(Stored items)
※
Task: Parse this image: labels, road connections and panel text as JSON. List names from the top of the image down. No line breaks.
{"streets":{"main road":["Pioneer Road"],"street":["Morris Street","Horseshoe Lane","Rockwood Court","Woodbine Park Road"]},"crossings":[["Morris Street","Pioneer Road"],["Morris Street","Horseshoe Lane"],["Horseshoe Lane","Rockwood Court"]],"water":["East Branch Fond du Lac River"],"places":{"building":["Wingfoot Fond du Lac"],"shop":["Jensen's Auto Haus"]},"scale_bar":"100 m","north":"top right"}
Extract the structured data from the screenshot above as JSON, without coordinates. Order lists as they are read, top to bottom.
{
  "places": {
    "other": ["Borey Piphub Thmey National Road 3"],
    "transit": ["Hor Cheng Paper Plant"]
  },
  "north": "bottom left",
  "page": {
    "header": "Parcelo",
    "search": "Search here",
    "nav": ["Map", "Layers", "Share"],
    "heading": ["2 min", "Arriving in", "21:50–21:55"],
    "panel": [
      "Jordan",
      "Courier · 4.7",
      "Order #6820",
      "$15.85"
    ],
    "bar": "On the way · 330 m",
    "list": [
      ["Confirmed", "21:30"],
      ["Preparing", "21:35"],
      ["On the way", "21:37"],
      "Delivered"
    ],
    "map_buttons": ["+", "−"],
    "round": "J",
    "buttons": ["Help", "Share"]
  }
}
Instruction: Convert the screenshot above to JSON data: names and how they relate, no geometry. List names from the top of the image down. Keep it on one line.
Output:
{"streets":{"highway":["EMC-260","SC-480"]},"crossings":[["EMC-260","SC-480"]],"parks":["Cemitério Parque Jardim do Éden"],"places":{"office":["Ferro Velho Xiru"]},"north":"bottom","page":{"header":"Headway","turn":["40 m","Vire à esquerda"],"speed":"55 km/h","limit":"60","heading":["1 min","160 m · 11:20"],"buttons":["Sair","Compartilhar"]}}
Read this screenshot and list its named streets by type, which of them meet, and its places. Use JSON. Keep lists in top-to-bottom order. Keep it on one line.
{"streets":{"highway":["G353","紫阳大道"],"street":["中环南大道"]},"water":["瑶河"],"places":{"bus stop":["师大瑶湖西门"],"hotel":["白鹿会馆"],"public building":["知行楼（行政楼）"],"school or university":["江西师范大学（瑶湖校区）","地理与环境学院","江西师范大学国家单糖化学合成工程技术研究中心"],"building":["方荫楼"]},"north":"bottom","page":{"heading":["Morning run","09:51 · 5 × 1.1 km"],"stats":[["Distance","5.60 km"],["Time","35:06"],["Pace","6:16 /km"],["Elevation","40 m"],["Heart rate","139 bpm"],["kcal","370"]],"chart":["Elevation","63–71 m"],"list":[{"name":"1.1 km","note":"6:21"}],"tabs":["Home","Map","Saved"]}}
※
Print each line above exactly as it stands.

Solved problem:
Task: Parse this image: labels, road connections and panel text as JSON. List names from the top of the image down. No line breaks.
{"streets":{"main road":["Pioneer Road"],"street":["Morris Street","Horseshoe Lane","Rockwood Court","Woodbine Park Road"]},"crossings":[["Morris Street","Pioneer Road"],["Morris Street","Horseshoe Lane"],["Horseshoe Lane","Rockwood Court"]],"water":["East Branch Fond du Lac River"],"places":{"building":["Wingfoot Fond du Lac"],"shop":["Jensen's Auto Haus"]},"scale_bar":"100 m","north":"top right"}
Extract the structured data from the screenshot above as JSON, without coordinates. Order lists as they are read, top to bottom.
{
  "places": {
    "other": ["Borey Piphub Thmey National Road 3"],
    "transit": ["Hor Cheng Paper Plant"]
  },
  "north": "bottom left",
  "page": {
    "header": "Parcelo",
    "search": "Search here",
    "nav": ["Map", "Layers", "Share"],
    "heading": ["2 min", "Arriving in", "21:50–21:55"],
    "panel": [
      "Jordan",
      "Courier · 4.7",
      "Order #6820",
      "$15.85"
    ],
    "bar": "On the way · 330 m",
    "list": [
      ["Confirmed", "21:30"],
      ["Preparing", "21:35"],
      ["On the way", "21:37"],
      "Delivered"
    ],
    "map_buttons": ["+", "−"],
    "round": "J",
    "buttons": ["Help", "Share"]
  }
}
Instruction: Convert the screenshot above to JSON data: names and how they relate, no geometry. List names from the top of the image down. Keep it on one line.
Output:
{"streets":{"highway":["EMC-260","SC-480"]},"crossings":[["EMC-260","SC-480"]],"parks":["Cemitério Parque Jardim do Éden"],"places":{"office":["Ferro Velho Xiru"]},"north":"bottom","page":{"header":"Headway","turn":["40 m","Vire à esquerda"],"speed":"55 km/h","limit":"60","heading":["1 min","160 m · 11:20"],"buttons":["Sair","Compartilhar"]}}
Read this screenshot and list its named streets by type, which of them meet, and its places. Use JSON. Keep lists in top-to-bottom order. Keep it on one line.
{"streets":{"highway":["G353","紫阳大道"],"street":["中环南大道"]},"water":["瑶河"],"places":{"bus stop":["师大瑶湖西门"],"hotel":["白鹿会馆"],"public building":["知行楼（行政楼）"],"school or university":["江西师范大学（瑶湖校区）","地理与环境学院","江西师范大学国家单糖化学合成工程技术研究中心"],"building":["方荫楼"]},"north":"bottom","page":{"heading":["Morning run","09:51 · 5 × 1.1 km"],"stats":[["Distance","5.60 km"],["Time","35:06"],["Pace","6:16 /km"],["Elevation","40 m"],["Heart rate","139 bpm"],["kcal","370"]],"chart":["Elevation","63–71 m"],"list":[{"name":"1.1 km","note":"6:21"}],"tabs":["Home","Map","Saved"]}}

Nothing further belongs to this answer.